Most importantly, the consequence of a WAR hazard is that read action will be waited by write action, breaking parallelism. Or in short:

  • Stalling the pipeline
  • Slowing down

Orphaning

One strategy is to orphan the old underlying storage that is "locked" by the draw command and allocate a new underlying storage, but we still use the same buffer object namely (GL/CPU side).

java
bufferData(data1);
draw();
bufferData(null);
bufferSubData(data2);
draw();

bufferData(null) will most likely trigger orphaning, but it's not guaranteed. Orphaning is widely used but still relies on driver heuristics.

Level of predictability:

  • No guard : LOW
  • Orphaning : ABOVE AVERAGE ~ HIGH

Notice:
An intuitive way to visualize WAR hazard is to imagine a lock.

java
draw() { lock.tryLock(); }
java
bufferData() { lock.tryLock(); }

But draw right after upload is totally fine, causes no stall, and is recommended. Even though upload is not an immediate action too.
A lock is not 100% accurate here since the actual reason behind the stall is related to the GPU command queue.

Buffering

Another strategy is to have multiple buffers explicitly, so we don't have to rely on so-called underlying behaviors.

java
b1.bufferData(data1);
draw();
b2.bufferData(data2);
draw();

Having two buffer objects totally fix the hazard for a two-draw-call scenario, but we don't want n buffers for n draw calls anyway.

java
b1.bufferData(data1);
draw();
f1 = fence();

b2.bufferData(data2);
draw();
f2 = fence();

when f1 finishes:
  reuse b1

when f2 finishes:
  reuse b2

Let's consider the worst case first, during the next update, both f1, f2 aren't finished, so we got nowhere to upload our data3, resulting in a small latency. To be more specific, this is the capacity of double buffering.

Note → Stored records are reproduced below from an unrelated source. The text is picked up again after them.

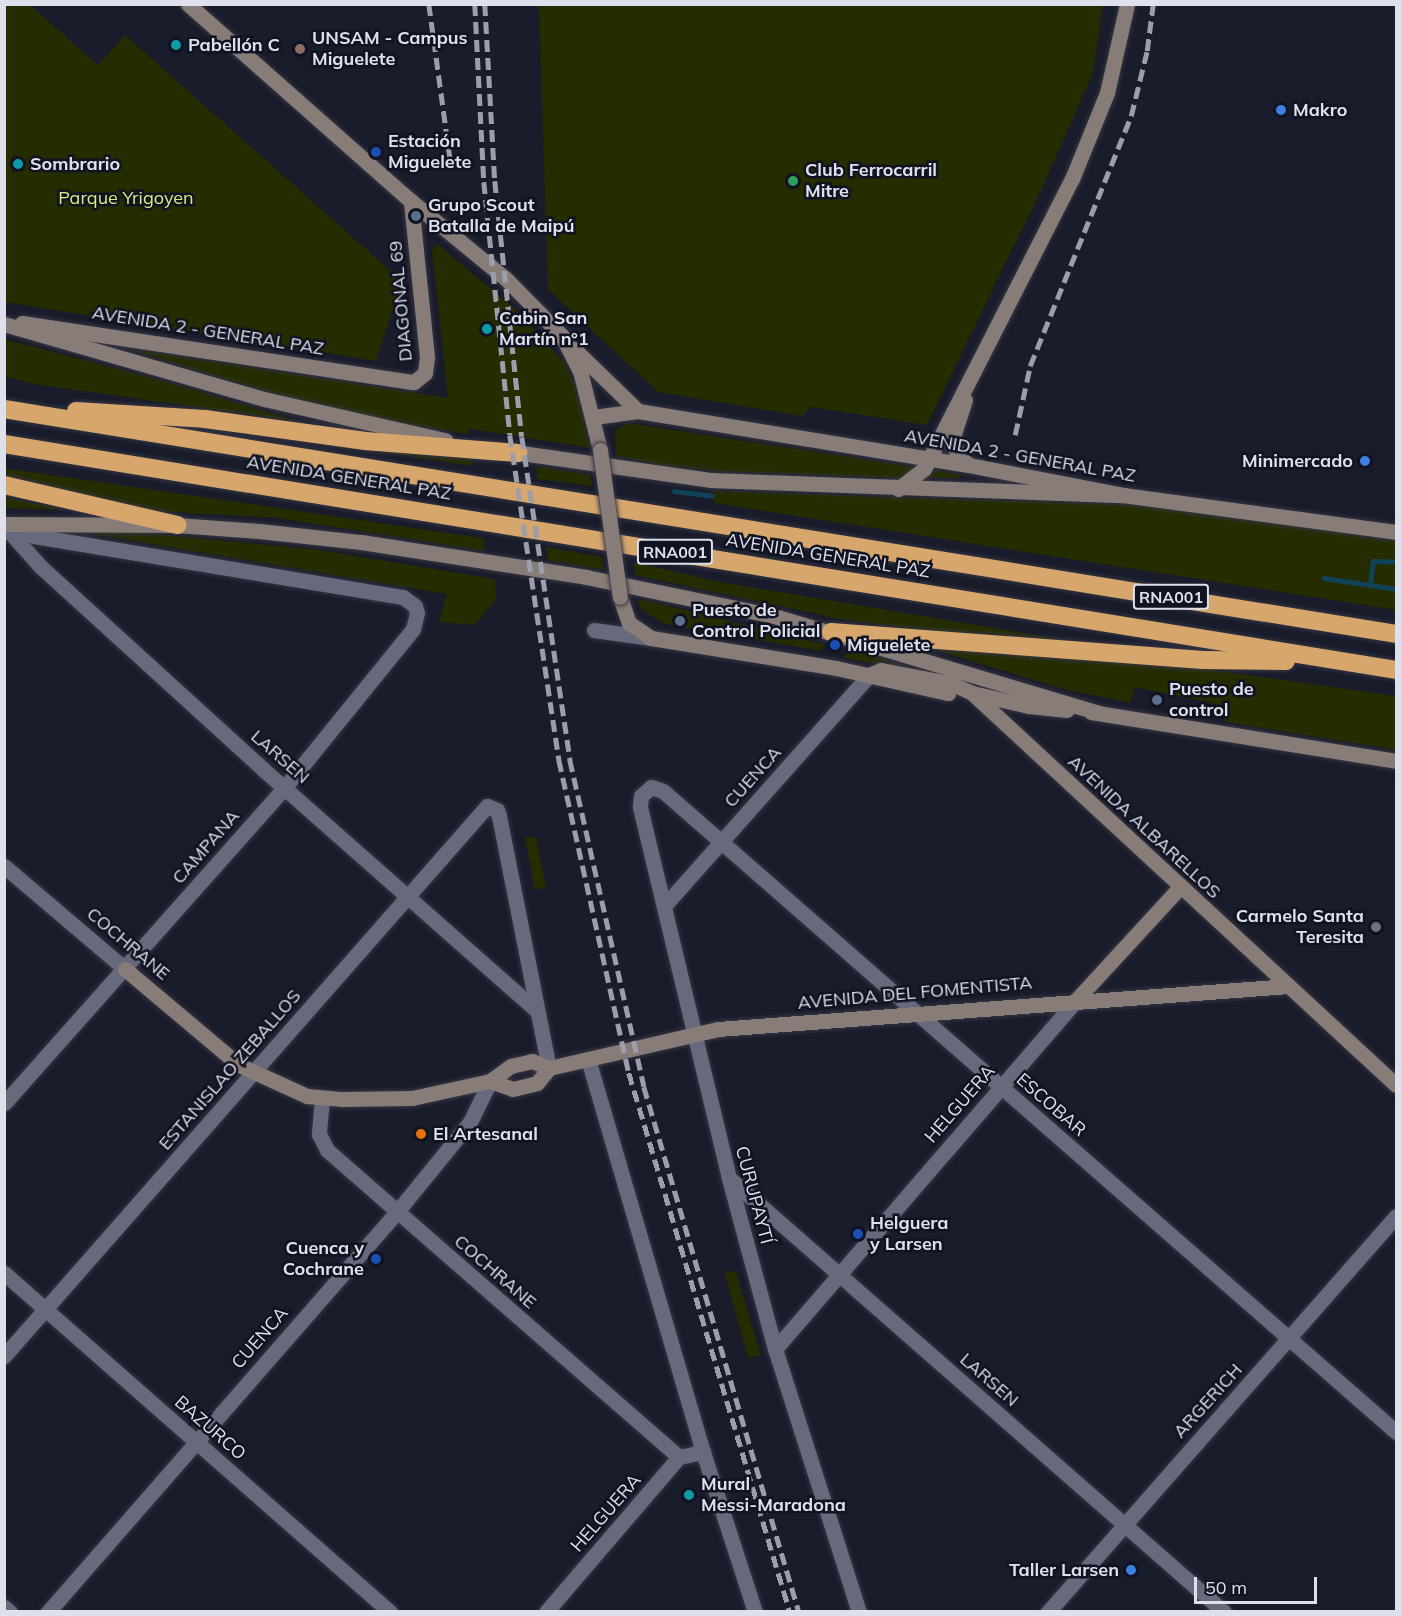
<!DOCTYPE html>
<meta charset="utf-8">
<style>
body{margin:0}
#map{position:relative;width:1401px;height:1616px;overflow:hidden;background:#191c2b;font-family:Mulish,sans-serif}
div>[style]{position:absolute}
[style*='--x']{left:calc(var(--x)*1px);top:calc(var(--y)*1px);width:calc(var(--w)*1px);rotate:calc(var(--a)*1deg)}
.green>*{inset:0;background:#252d00}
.stream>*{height:5px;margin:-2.5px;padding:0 2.5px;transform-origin:2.5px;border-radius:2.5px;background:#114358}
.roads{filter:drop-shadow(0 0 2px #353643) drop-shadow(0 0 2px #353643)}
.street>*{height:15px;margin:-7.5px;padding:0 7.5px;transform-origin:7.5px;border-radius:7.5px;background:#666a7c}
.secondary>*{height:15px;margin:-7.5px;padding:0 7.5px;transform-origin:7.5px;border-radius:7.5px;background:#887c78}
.highway>*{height:18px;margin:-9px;padding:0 9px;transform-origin:9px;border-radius:9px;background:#d6a66d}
.rail>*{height:4.5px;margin-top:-2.25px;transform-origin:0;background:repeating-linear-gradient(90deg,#9c9eab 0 12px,transparent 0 18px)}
.bridges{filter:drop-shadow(0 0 2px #353643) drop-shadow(0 0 2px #353643)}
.secondary-bridge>*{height:15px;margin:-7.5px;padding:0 7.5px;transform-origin:7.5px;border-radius:7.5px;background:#887c78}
.dots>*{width:16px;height:16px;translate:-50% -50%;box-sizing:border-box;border:3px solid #101321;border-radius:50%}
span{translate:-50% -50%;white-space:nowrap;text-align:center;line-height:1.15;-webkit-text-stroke:5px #101321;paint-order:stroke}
.shield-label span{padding:2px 4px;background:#101321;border:2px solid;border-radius:4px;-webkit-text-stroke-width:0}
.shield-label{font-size:16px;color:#dee0eb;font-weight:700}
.poi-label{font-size:18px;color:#dee0eb;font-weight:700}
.left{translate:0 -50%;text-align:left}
.right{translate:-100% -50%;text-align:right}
.park-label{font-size:18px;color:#d4ed83}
.street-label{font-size:18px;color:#dee0eb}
.frame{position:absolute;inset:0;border:6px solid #dee0eb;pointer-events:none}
.scale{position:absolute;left:1194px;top:1577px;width:123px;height:27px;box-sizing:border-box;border:3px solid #dee0eb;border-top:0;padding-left:8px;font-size:18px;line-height:21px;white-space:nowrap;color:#dee0eb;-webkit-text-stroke:4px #101321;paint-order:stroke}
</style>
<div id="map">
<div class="green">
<i style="clip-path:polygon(4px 5px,30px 5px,98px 65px,125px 35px,402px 281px,376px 361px,5px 302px)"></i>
<i style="clip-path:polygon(539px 5px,1103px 5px,1093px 73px,1043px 186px,927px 425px,811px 407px,802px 416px,658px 392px,548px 289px)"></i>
<i style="clip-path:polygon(437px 244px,514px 308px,564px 362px,575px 386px,590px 448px,470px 429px,468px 434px,398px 423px,298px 401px,125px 348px,448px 398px,432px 250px)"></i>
<i style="clip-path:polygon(4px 339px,171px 383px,301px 422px,33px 384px,5px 376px)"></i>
<i style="clip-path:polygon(628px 423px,914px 467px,917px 468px,902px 478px,719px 471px,662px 465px,616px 456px,615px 431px)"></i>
<i style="clip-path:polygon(353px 448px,472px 454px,473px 466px)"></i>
<i style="clip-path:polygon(536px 466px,590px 475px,592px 486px,537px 479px)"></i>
<i style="clip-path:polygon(4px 468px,483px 538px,485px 551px,277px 518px,152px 511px,5px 480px)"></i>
<i style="clip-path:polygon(930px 470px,959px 474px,960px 478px,924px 478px)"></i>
<i style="clip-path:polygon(712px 491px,1135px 505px,1396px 541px,1396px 610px,714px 503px)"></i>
<i style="clip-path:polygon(5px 497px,65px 510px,5px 508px)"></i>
<i style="clip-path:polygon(111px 530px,313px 549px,495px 579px,496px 600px,474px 625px,439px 622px,447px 594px,80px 532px)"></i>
<i style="clip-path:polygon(546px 547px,602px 557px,604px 570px,548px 560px)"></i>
<i style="clip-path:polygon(633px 562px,720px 582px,1072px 641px,914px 629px,840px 619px,635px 575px)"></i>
<i style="clip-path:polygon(643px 600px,823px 644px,822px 651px,665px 624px,642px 610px,637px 601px)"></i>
<i style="clip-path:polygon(925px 647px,1213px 670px,1396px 696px,1396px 750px,1226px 722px,1212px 703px,1134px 687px,1131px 703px,1067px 690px)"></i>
<i style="clip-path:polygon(847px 648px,934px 674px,844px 658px)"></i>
<i style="clip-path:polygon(525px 837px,536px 837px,546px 888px,535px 890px)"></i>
<i style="clip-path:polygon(724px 1271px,736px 1272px,761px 1356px,748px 1358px)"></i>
</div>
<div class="stream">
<i style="--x:674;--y:491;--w:38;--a:7"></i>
<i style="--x:1324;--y:578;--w:73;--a:8.7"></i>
<i style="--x:1370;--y:585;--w:24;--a:-83"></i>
<i style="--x:1373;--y:561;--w:23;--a:2"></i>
</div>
<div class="roads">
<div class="street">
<i style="--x:4;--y:525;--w:32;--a:20"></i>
<i style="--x:34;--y:536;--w:374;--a:9.4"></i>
<i style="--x:403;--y:597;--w:15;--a:37"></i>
<i style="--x:415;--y:606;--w:7;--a:74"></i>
<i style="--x:417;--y:613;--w:16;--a:104"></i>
<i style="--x:413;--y:629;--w:203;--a:129"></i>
<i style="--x:285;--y:787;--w:423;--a:131.6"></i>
<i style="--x:6;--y:528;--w:52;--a:48.1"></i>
<i style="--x:41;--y:567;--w:302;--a:42.3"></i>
<i style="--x:264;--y:770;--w:363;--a:41.4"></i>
<i style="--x:594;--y:630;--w:58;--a:8"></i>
<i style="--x:4;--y:866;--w:159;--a:40.4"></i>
<i style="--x:665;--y:905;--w:307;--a:-48.4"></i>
<i style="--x:588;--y:1059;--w:409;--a:73.7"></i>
<i style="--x:703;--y:1452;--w:168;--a:72"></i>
<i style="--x:322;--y:1098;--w:36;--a:95"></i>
<i style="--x:319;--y:1134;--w:18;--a:63"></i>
<i style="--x:327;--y:1150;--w:467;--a:41.1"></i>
<i style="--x:729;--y:1178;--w:658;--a:41.24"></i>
<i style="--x:4;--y:1273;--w:514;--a:41.29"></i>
<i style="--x:775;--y:1349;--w:462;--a:-49.2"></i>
<i style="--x:4;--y:1356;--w:732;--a:-48.71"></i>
<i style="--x:487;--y:806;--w:11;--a:22"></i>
<i style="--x:497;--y:810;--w:6;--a:72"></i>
<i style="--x:499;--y:816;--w:257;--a:78.8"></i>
<i style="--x:4;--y:1607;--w:8;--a:40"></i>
<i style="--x:48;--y:1612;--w:529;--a:-48.91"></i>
<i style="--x:396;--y:1213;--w:117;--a:-50.9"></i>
<i style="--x:470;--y:1122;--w:46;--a:-64"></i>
<i style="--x:546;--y:1612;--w:204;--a:-49.4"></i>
<i style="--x:679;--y:1457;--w:25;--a:-12"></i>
<i style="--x:859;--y:1612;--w:276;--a:-107.7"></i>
<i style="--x:775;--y:1349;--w:177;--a:-105.1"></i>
<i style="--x:729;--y:1178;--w:382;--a:-103.5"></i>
<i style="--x:640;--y:807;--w:11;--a:-85"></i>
<i style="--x:641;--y:796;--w:13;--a:-42"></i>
<i style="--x:651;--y:787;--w:13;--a:18"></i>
<i style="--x:663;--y:791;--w:974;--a:41.17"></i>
<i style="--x:1048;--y:1612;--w:527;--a:-48.69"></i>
</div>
<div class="secondary">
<i style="--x:188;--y:4;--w:298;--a:41.5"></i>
<i style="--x:411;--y:201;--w:123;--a:39.4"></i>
<i style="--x:506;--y:279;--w:80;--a:45.5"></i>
<i style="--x:562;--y:336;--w:39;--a:63"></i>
<i style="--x:580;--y:371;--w:81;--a:75.8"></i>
<i style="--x:22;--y:323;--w:396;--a:8.6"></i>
<i style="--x:414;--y:382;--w:14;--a:-39"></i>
<i style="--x:425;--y:373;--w:16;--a:-83"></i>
<i style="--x:427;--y:357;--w:157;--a:-95.9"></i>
<i style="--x:4;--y:324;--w:271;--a:16.1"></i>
<i style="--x:264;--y:399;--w:186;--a:12.8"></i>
<i style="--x:574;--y:349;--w:89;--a:44.1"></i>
<i style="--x:965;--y:400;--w:40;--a:108"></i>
<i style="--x:953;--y:438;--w:16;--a:76"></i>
<i style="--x:957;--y:454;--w:16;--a:43"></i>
<i style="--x:594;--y:417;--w:44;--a:-7.8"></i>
<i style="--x:638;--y:411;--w:335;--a:9.3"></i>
<i style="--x:969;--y:465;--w:157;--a:11"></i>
<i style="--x:1123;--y:495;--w:275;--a:7.7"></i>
<i style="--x:507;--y:451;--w:205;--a:8.1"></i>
<i style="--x:710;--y:480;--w:413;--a:2.1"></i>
<i style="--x:898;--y:489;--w:33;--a:-38"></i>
<i style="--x:924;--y:469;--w:326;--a:-63"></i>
<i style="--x:1072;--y:179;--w:93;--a:-67.9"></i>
<i style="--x:1107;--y:93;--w:91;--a:-77.3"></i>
<i style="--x:4;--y:524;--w:173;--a:0.3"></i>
<i style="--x:177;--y:525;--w:82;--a:4.2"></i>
<i style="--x:259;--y:531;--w:103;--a:6.2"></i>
<i style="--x:361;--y:542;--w:228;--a:8.8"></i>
<i style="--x:586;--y:577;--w:192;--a:11.7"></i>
<i style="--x:774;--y:616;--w:339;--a:16.6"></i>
<i style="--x:620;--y:597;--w:28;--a:71"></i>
<i style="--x:629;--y:623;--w:27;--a:34"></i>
<i style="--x:651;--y:638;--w:187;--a:9.2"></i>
<i style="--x:836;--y:668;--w:115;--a:12.6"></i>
<i style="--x:869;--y:675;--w:13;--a:-23"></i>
<i style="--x:881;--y:670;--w:70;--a:10.7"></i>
<i style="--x:950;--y:683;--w:24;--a:24"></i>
<i style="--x:972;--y:693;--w:58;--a:12.8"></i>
<i style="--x:1029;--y:706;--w:38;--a:6"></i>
<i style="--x:972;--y:693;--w:577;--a:42.75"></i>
<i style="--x:1091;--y:712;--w:309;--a:9.1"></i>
<i style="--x:125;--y:969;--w:149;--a:40.1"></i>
<i style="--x:239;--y:1065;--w:75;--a:24.5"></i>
<i style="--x:307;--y:1096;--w:36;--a:5"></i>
<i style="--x:343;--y:1099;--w:69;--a:-0.8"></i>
<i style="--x:412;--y:1098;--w:80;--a:-12.3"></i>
<i style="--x:490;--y:1081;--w:26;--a:-36"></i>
<i style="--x:511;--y:1066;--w:22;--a:-13"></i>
<i style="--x:532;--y:1061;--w:18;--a:22"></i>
<i style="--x:549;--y:1068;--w:173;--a:-13"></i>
<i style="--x:718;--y:1029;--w:572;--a:-4.31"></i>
<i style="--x:1077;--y:999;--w:151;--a:-47.4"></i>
<i style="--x:490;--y:1081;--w:24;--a:19"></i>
<i style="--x:513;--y:1089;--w:25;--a:-14"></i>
<i style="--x:537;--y:1083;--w:19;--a:-51"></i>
</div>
<div class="highway">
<i style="--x:4;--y:409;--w:1410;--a:9.18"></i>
<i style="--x:76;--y:411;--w:129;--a:3.5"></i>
<i style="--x:205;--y:419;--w:162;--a:7.8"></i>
<i style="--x:365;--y:441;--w:154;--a:4.5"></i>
<i style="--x:4;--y:444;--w:1410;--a:9.22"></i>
<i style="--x:4;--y:485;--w:178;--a:13"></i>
<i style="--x:831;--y:632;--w:373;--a:4.3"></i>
<i style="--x:1203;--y:660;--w:83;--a:0.7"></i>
</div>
</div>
<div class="rail">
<i style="--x:429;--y:4;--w:155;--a:82.2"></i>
<i style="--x:475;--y:4;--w:178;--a:87.1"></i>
<i style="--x:484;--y:182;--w:254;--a:84.1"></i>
<i style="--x:510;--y:435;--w:329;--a:81.4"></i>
<i style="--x:559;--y:760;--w:321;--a:77.4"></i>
<i style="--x:629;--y:1073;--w:563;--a:73.37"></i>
<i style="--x:485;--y:4;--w:177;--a:86.8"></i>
<i style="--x:495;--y:181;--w:257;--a:84"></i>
<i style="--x:522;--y:437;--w:327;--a:81.5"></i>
<i style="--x:570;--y:760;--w:335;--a:77.2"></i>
<i style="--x:644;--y:1087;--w:547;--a:73.55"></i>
<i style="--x:1015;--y:435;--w:71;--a:-77.7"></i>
<i style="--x:1030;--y:366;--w:270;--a:-68"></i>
<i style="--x:1131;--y:116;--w:67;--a:-76.2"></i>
<i style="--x:1147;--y:51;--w:47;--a:-82.7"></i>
</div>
<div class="bridges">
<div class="secondary-bridge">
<i style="--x:600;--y:450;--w:148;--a:82.3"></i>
</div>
</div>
<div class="dots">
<i style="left:176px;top:45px;background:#0f9aa8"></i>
<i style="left:300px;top:49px;background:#8d6e63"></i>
<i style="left:1281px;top:110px;background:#3f7fe0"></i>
<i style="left:376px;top:152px;background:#1a4fb4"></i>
<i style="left:18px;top:164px;background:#0f9aa8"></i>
<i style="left:793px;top:181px;background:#2e9e5b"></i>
<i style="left:416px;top:216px;background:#5c6f8a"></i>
<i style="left:487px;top:329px;background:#0f9aa8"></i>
<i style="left:1365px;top:461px;background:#3f7fe0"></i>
<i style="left:680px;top:621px;background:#5c6f8a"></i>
<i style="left:835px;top:645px;background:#1a4fb4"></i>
<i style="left:1157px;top:700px;background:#5c6f8a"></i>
<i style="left:1376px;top:927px;background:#6b7280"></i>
<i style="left:421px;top:1134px;background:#e8710a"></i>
<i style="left:858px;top:1234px;background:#1a4fb4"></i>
<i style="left:376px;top:1259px;background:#1a4fb4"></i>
<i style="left:689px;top:1495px;background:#0f9aa8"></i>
<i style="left:1131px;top:1570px;background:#3f7fe0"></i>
</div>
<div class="shield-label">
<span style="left:675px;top:552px">RNA001</span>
<span style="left:1171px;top:597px">RNA001</span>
</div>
<div class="poi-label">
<span class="left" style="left:312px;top:49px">UNSAM - Campus<br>Miguelete</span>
<span class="left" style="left:188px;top:45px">Pabellón C</span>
<span class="left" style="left:1293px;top:110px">Makro</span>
<span class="left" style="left:388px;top:152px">Estación<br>Miguelete</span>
<span class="left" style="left:30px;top:164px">Sombrario</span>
<span class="left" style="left:805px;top:181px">Club Ferrocarril<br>Mitre</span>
<span class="left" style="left:428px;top:216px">Grupo Scout<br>Batalla de Maipú</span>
<span class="left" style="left:499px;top:329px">Cabin San<br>Martín n°1</span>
<span class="right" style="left:1353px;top:461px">Minimercado</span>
<span class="left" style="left:692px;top:621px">Puesto de<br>Control Policial</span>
<span class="left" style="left:847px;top:645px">Miguelete</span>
<span class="left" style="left:1169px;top:700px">Puesto de<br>control</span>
<span class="right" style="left:1364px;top:927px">Carmelo Santa<br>Teresita</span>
<span class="left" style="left:433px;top:1134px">El Artesanal</span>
<span class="left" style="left:870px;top:1234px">Helguera<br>y Larsen</span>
<span class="right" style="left:364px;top:1259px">Cuenca y<br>Cochrane</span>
<span class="left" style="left:701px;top:1495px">Mural<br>Messi-Maradona</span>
<span class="right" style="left:1119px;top:1570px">Taller Larsen</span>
</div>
<div class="park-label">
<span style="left:126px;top:198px">Parque Yrigoyen</span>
</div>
<div class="street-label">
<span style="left:401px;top:301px;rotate:-95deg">DIAGONAL 69</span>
<span style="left:208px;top:331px;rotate:9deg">AVENIDA 2 - GENERAL PAZ</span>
<span style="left:1020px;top:456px;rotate:10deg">AVENIDA 2 - GENERAL PAZ</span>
<span style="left:349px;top:478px;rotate:9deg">AVENIDA GENERAL PAZ</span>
<span style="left:828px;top:556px;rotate:9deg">AVENIDA GENERAL PAZ</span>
<span style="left:280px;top:757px;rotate:41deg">LARSEN</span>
<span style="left:753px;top:777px;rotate:-48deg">CUENCA</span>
<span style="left:1144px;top:827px;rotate:43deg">AVENIDA ALBARELLOS</span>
<span style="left:206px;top:847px;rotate:-49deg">CAMPANA</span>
<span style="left:128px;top:944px;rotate:40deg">COCHRANE</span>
<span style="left:915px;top:993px;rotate:-5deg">AVENIDA DEL FOMENTISTA</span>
<span style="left:230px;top:1070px;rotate:-49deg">ESTANISLAO ZEBALLOS</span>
<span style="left:960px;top:1104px;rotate:-49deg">HELGUERA</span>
<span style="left:1051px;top:1105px;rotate:41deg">ESCOBAR</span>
<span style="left:754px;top:1195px;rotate:75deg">CURUPAYTÍ</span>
<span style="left:495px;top:1272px;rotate:41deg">COCHRANE</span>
<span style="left:260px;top:1338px;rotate:-49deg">CUENCA</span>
<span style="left:989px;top:1380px;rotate:41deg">LARSEN</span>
<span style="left:1208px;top:1401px;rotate:-48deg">ARGERICH</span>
<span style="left:210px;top:1428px;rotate:41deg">BAZURCO</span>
<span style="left:606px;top:1513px;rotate:-49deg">HELGUERA</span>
</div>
<div class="frame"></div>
<div class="scale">50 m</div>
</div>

If fences finish in a regular way, you can then expect a Draw b1 - Upload b2 - Draw b2 - Upload b1 pattern.

Moreover, as you can see, the pseudocode can't really demonstrate the situation since we must introduce timing/lifecycle as a new dimension.

RAW Hazard From GPU's POV

Consider the scenario

java
compute();
drawUsingComputeResult();

This is a typical RAW hazard setup since compute is an async process. The way to fix it is using fences and buffering like we mentioned above.